Il travaille avec plusieurs grands chefs, comme Dominic Toulousy, auprès duquel il a un déclic : «Je me suis dit que ce qu’il faisait était à ma portée. » Mais c’est le chef Michel Trama qui lui « ouvre les yeux sur la gastronomie. » Michel Portos s’émerveille devant sa cuisine : « C’était beau, c’était esthétique. C’était ça que je voulais faire. »

« La passion on s’en fout, il faut être un bosseur, un acharné. »

Il atteint le sommet lorsque le guide Michelin lui remet sa seconde étoile : « Ca a changé ma vie. J’ai passé un cap, on ne me regardait plus comme avant. » Une reconnaissance qu’il ne doit qu’à son travail : « La passion on s’en fout, il faut être un bosseur, un acharné. »

En parallèle, son travail dans les cuisines, en équipe, à produire pour les autres, se développe en lui une soif « d’aider son prochain ». « Je n’aime pas l’expression parce que je suis pas catholique. Mais concrètement j’avais envie de rendre la vie meilleure pour ceux qui disent qu’on ne fait rien pour eux. » Une solidarité selon lui inhérente à son activité de chef : « Je pense que le métier veut ça. C’est dans les gènes des cuisiniers. »
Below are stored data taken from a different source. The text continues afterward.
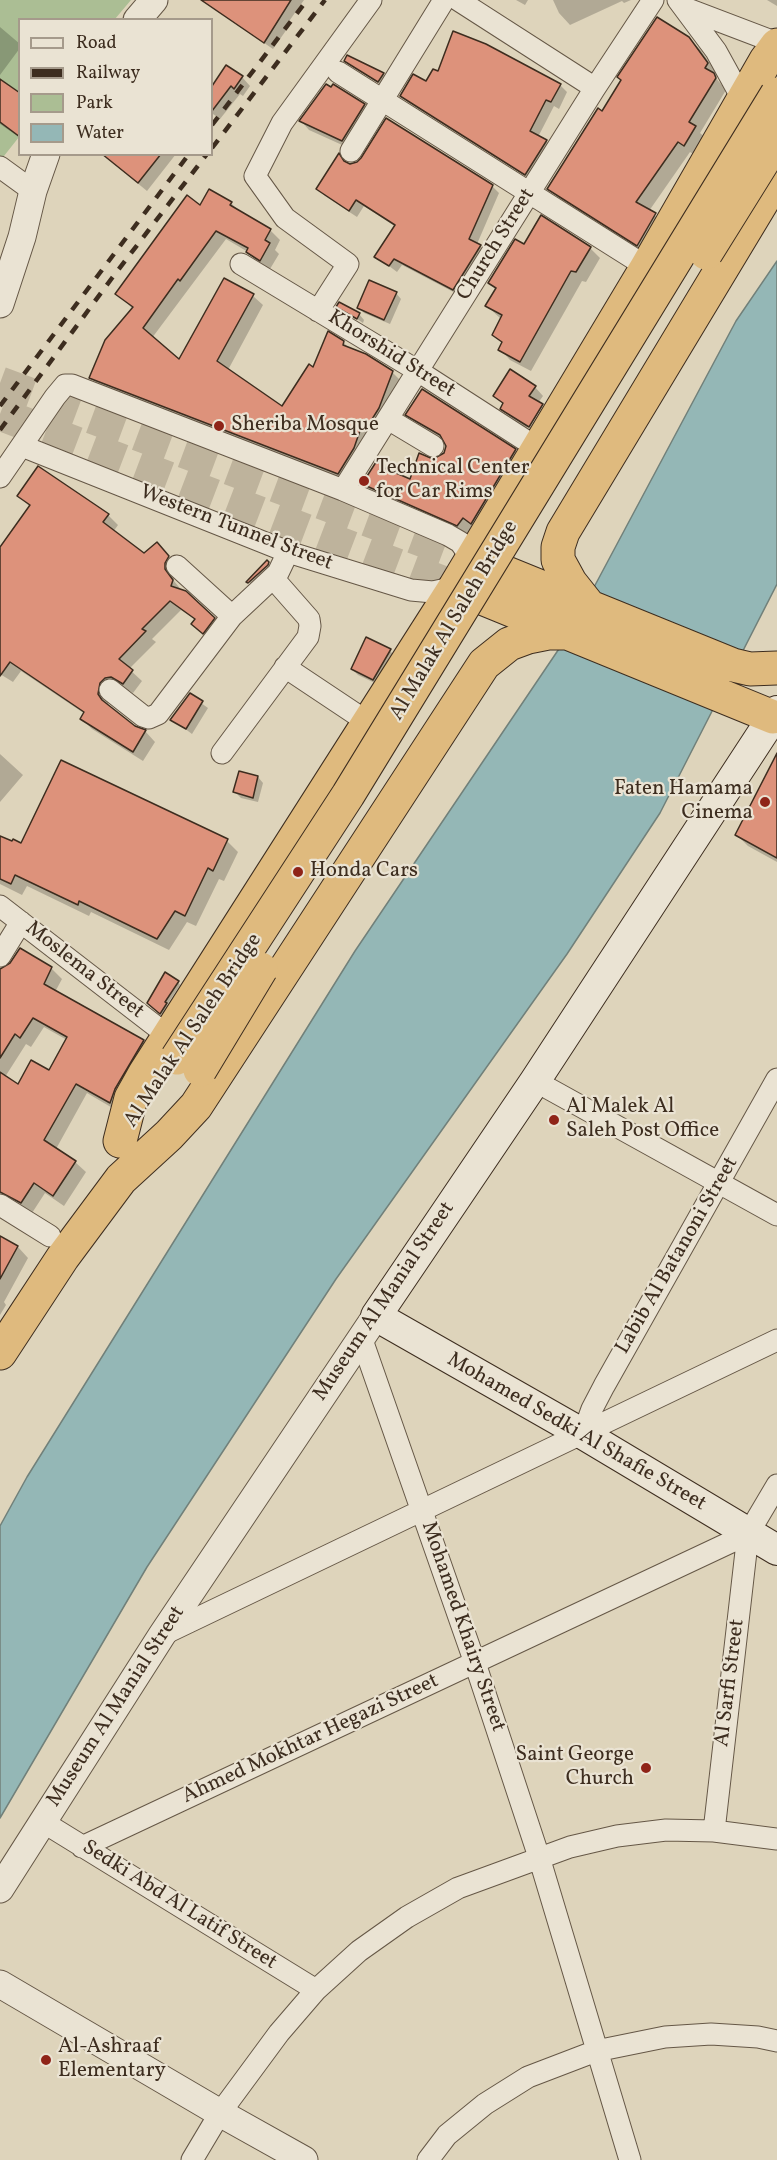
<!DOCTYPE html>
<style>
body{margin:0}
#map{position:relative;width:777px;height:2160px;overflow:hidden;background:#ded4bb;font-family:Vollkorn,serif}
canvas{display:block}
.legend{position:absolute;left:18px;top:18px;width:195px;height:138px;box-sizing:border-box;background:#eae3d3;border:2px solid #a59a8b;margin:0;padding:8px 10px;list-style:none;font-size:18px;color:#3d2d1f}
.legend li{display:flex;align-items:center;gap:12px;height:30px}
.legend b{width:30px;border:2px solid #a59a8b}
</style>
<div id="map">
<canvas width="777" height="2160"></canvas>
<ul class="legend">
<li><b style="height:8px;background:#eae3d3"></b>Road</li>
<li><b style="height:8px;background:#3d2d1f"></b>Railway</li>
<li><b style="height:16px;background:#abbe94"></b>Park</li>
<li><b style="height:16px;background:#94b7b6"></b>Water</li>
</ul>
</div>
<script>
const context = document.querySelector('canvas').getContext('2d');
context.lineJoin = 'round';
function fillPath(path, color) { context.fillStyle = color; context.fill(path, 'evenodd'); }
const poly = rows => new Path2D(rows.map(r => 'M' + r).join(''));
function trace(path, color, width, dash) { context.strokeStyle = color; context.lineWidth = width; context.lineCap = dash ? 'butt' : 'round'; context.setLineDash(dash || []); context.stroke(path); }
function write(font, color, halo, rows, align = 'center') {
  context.font = font + ' Vollkorn,serif'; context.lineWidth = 4.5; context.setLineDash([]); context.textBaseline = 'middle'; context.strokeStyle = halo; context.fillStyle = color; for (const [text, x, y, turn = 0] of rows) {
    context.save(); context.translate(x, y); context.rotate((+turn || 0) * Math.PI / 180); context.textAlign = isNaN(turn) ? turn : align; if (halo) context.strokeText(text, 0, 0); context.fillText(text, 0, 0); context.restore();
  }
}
fillPath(poly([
 [0,0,131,0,115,19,20,20,19,137,0,161]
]), '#abbe94');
const water = poly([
 [777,261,777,584,660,813,567,954,336,1279,147,1567,0,1818,0,1526,27,1477,355,951,569,634,736,321,777,261]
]);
fillPath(water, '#94b7b6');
trace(water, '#71807a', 1.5);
fillPath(poly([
 [230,0,304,0,285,27,287,29,273,49,230,20,222,12],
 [516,0,528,0,525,5],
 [553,0,631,0,624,3,622,1,570,25,559,13],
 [767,0,777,0,777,6],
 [0,27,20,44,20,48,0,75],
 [688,38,700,49,718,75,716,78,726,90,700,133,706,138,695,155,690,152,649,211,666,225,649,256,560,199,549,189,603,113],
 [348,57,383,74,389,79,384,87,351,66,346,61],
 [242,77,250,86,243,96,240,94,220,119,213,114,212,116,212,83,214,85],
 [0,80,20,95,20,138,0,124],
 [427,83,560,85,567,92,559,109,554,106,538,137,546,141,554,149,533,181,409,103,402,96],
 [364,105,373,114,351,149,309,130,301,121],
 [102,154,176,154,147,191],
 [339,155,347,164,492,186,499,193,477,244,488,254,461,296,402,265,397,272,376,256,396,227,364,206,357,217,325,196,318,189],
 [231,203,241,213,270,230,280,240,275,250,279,254,270,269,257,262,248,252,226,239,152,338,180,362,253,296,263,305,228,370,282,408,314,369,344,343,351,350,392,372,402,382,348,483,101,388,91,378,133,309,117,294,201,207],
 [524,247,590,248,600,258,586,282,582,281,531,371,510,360,500,349,503,344,494,335,501,319,487,306,496,290,490,283],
 [396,293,401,299,390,324,364,313,359,307],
 [338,306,359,314,364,320,363,323],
 [535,387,543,396,538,403,540,405,527,428,510,417,502,408,504,405,495,396],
 [543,407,551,414,538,435,529,429],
 [407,414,515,450,525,460,468,535,374,494,364,484,382,462,392,472,411,481,433,460,445,454,447,445,445,441,417,424],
 [19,496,108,515,118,525,113,532,144,555,167,555,179,567,174,573,174,581,183,592,224,629,214,643,193,624,196,620,181,610,152,639,156,642,129,669,142,681,133,693,123,687,109,693,108,706,134,727,145,731,155,742,143,761,92,729,82,719,85,714,21,671,13,682,0,674,0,550,30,507],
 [267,562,274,569,255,588,248,581],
 [390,651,395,656,379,685,358,675,352,669],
 [190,695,208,708,192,734,172,719],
 [0,754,23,775,0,802],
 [777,768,777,862,748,846,737,835],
 [258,777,263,783,258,802,241,798,235,792],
 [0,838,21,845,227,841,238,852,224,881,219,879,196,926,187,922,169,950,91,912,89,916,27,886,22,895,0,884],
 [51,968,62,979,55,992,143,1041,153,1052,121,1113,87,1093,56,1149,75,1162,86,1172,64,1206,45,1193,32,1213,0,1194,0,970],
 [44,1027,67,1040,49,1072,18,1086,5,1077,26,1044,31,1047],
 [178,982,180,985,167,1005,169,1007,163,1015,151,1006],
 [0,1238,18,1247,28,1258,4,1302,6,1305,0,1315]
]), '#0003');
const building = poly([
 [201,0,291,0,264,43,201,0],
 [657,17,689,37,708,63,705,68,714,73,716,78,689,122,696,126,684,146,678,142,636,202,656,213,637,246,547,189,598,108,602,111,621,80,617,77,657,17],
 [453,31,486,44,561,84,551,102,546,100,530,131,547,140,525,175,400,96,413,74,426,81,433,69,438,71,453,31],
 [347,55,384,73,378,82,344,61,347,55],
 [226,65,243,76,234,89,231,86,212,111,212,86,226,65],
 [0,79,20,93,20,137,0,122,0,79],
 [326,84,331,87,333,84,365,104,342,141,299,121,326,84],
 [386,118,493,185,469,239,481,245,453,290,394,259,389,266,374,257,395,225,356,200,349,211,316,189,339,153,344,161,350,164,357,162,361,158,386,118],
 [102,154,161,154,138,183,102,154],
 [209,189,232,202,230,205,271,229,265,240,270,243,260,261,246,252,248,248,216,231,180,281,178,279,143,328,179,359,224,278,254,294,217,361,282,406,309,364,313,367,328,331,344,341,343,345,366,354,393,371,379,408,369,424,363,422,354,448,338,474,89,378,105,340,133,307,115,294,187,195,200,205,209,189],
 [541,215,591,247,576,272,571,271,520,362,498,350,502,342,492,335,502,315,485,306,496,288,488,283,515,239,524,244,541,215],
 [369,280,397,292,384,320,357,308,369,280],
 [339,302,360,313,357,319,336,307,339,302],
 [510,369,536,386,529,396,543,404,529,427,500,409,503,403,493,396,510,369],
 [422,389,516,449,471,524,463,518,457,526,362,484,378,459,383,461,380,466,410,479,419,453,433,459,444,453,446,446,440,435,405,415,422,389],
 [38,466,109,514,103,522,144,553,157,542,169,556,165,563,165,569,173,580,171,586,186,591,215,618,203,634,191,624,195,619,170,601,142,629,146,631,119,659,133,670,123,684,111,677,105,678,100,683,98,694,102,700,135,726,146,730,133,752,80,719,84,712,10,662,0,676,0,547,30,505,17,496,38,466],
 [267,560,269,562,268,565,248,583,246,582,267,560],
 [366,637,391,649,373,680,351,669,366,637],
 [190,693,203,701,186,729,170,720,190,693],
 [777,753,777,858,735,835,777,753],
 [61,760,228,839,213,871,208,868,185,916,175,911,157,939,79,901,78,905,15,875,11,884,0,879,0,836,12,841,13,839,21,843,61,760],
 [239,771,258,776,253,798,233,792,239,771],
 [20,948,52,967,44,984,144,1040,115,1089,110,1103,76,1084,44,1140,76,1161,53,1196,34,1183,21,1203,0,1192,0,1072,18,1084,31,1060,49,1070,67,1037,33,1018,20,1038,15,1034,0,1058,0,969,10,963,20,948],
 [165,972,179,981,165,1002,167,1003,160,1014,147,1003,165,972],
 [0,1236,18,1246,0,1279,0,1236]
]);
fillPath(building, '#dd927b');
trace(building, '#3d2d1f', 1.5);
trace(poly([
 [0,383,472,559],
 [0,414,455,587]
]), '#beb39c', 33, [33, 16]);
const minor = poly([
 [458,0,595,88],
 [678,0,716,51,743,100],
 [685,8,777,43],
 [338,72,647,267],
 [351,151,444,0],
 [0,167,33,191],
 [241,264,418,371,528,442,538,451],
 [318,311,348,264,285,218,255,176,282,123,371,0],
 [388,419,433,446],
 [22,446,288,552,411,590,433,592,455,587],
 [0,477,55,397,65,385,72,385,343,490,448,535,460,542,472,559],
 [343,490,595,88,653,0],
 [177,566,232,616],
 [285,667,369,723],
 [110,690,143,716,149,718,158,714,232,616,278,573,288,552],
 [222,753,308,637,310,626,309,619,273,578],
 [0,906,167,1035],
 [0,956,21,922],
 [535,1081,777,1215],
 [0,1205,50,1236],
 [361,1337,475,1663,539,1857,630,2160],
 [583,1434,592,1409,604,1386,777,1079],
 [162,1635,777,1340],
 [43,1822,316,1990],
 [714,1831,748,1534],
 [82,1847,748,1534,777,1485],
 [192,2160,220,2113,279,2033,316,1990,359,1951,407,1917,458,1888,570,1847,617,1836,666,1830,714,1831,777,1839],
 [428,2160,447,2135,485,2104,528,2077,596,2051,665,2037,711,2034,758,2037,777,2041]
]);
const tertiary = poly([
 [137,20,154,0],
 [0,304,22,237,33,191,46,154],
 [0,1889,162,1635,376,1316],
 [0,1984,220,2113,304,2160]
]);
const secondary = poly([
 [777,711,535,1081,376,1316,583,1434,777,1550]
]);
const trunk = poly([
 [472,559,733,665,750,669,777,668],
 [455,587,773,717],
 [589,606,570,582,558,560,558,547,563,532,777,177],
 [120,1141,131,1098,145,1073,455,587,647,267,766,60,777,45],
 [0,1353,63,1257,121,1179,169,1135,196,1106,484,664,509,644,528,637,548,633,569,633]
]);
trace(minor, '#655746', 23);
trace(tertiary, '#655746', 29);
trace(secondary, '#3d2d1f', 32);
trace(trunk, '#3d2d1f', 35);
trace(minor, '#eae3d3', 21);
trace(tertiary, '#eae3d3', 27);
trace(secondary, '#eae3d3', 30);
trace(trunk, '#dfba7e', 33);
trace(poly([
 [212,125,307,0],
 [212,148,325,0],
 [0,406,189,154],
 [0,430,112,278,207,154]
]), '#3d2d1f', 4.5, [10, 10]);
const trunkBridge = poly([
 [706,253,777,139],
 [177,1058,348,795,777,94],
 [200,1070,261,969]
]);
trace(trunkBridge, '#3d2d1f', 35, []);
trace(trunkBridge, '#dfba7e', 33);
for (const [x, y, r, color] of [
 [219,426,6,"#8f2418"],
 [364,481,6,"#8f2418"],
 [765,802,6,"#8f2418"],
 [298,872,6,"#8f2418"],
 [554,1120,6,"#8f2418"],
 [646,1768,6,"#8f2418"],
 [46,2060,6,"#8f2418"]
]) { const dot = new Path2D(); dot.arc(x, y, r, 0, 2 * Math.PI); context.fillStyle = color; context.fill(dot); trace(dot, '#eae3d3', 2); }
write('21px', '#3d2d1f', '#eae3d3', [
 ["Church Street",497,245,-58],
 ["Khorshid Street",391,355,32],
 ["Western Tunnel Street",236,529,21],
 ["Al Malak Al Saleh Bridge",455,621,-59],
 ["Moslema Street",84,971,38],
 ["Al Malak Al Saleh Bridge",194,1031,-56],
 ["Labib Al Batanoni Street",678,1256,-60],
 ["Museum Al Manial Street",385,1302,-56],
 ["Mohamed Sedki Al Shafie Street",576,1433,30],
 ["Mohamed Khairy Street",462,1627,71],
 ["Al Sarfi Street",731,1683,-83],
 ["Museum Al Manial Street",117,1707,-57],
 ["Ahmed Mokhtar Hegazi Street",311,1740,-25],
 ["Sedki Abd Al Latif Street",179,1906,32]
]);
write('21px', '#3d2d1f', '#eae3d3', [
 ["Sheriba Mosque",231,426],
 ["Technical Center",376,469],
 ["for Car Rims",376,493],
 ["Faten Hamama",753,790,"right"],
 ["Cinema",753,814,"right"],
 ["Honda Cars",310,872],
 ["Al Malek Al",566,1108],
 ["Saleh Post Office",566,1132],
 ["Saint George",634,1756,"right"],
 ["Church",634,1780,"right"],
 ["Al-Ashraaf",58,2048],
 ["Elementary",58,2072]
], 'left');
</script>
Celui qu’on surnommait plus jeune « l’Abbé Pierre » s’engage en 2013 auprès des 1800 détenus du centre pénitencier des Baumettes, après avoir été écœuré par les plats qui leurs étaient servis lors d’une visite. « C’était la pire nourriture que j’ai jamais vue. La moitié des plateaux que les détenus recevaient, ils les jetaient par la fenêtre. » Le chef participe alors à des journées d’initiation à une cuisine plus saine où il apprend aux détenus à cuisiner, directement dans le centre pénitenciaire. « A chaque fois que j’y allais, je ressortais vidé. Mais j’ai quand même noué des relations avec certains détenus. J’avais de la sympathie pour eux. »

« J’ai toujours gardé de la place pour les autres »

Touché par leurs profils et convaincu que tous peuvent retrouver une vie normale grâce à la réinsertion, il allait même jusqu’à offrir, chaque année, une place dans un de ses restaurants à un des détenus. « Je leur donnais une chance. » Et le pari est réussi pour Patrice, le premier prisonnier qu’il a pris sous son aile, qui possède maintenant une entreprise de nourriture japonaise. « Il m’envoie des photos de ses sushis tout le temps », raconte-t-il en les faisant défiler sur son téléphone.

Sa célébrité lui permet aussi d’agir en faveur des plus démunis : « J’ai toujours gardé de la place pour les autres. » En 2013 il organise le premier repas des resto du cœur à Marseille et il récolte plus de 45 000 euros pour l’association. Il y rencontre Bernard Nos, président de l’association Vendredi 13 qui porte assistances aux personnes en situation de précarité : « Michel Portos est un home généreux, très ouvert aux autres. Compte tenu de son parcours, il n’hésite pas à aider les gens » raconte Bernard Nos.

170 000 repas pour les sans-abri

Pendant la crise sanitaire, le chef étoilé collabore notamment avec l’association Vendredi 13, pour distribuer des repas aux sans-abri. Michel Portos repasse derrière les fourneaux et, avec l’aide d’une cinquantaine de bénévoles, il produit plus de 170 000 repas entre avril 2020 et décembre 2021.

Aujourd’hui lassé des des fourneaux, il ne cuisine plus que pour lui ou pour les personnes à qui il vient en aide. Son dernier rêve est de finir ses jours en Polynésie, près de la mer translucide et de la nature verdoyante, là ou il pourra donner libre cours à sa passion pour la plongée sous-marine et mourir dans le clame, loin de le frénésie des cuisines qui l’a toujours fatigué.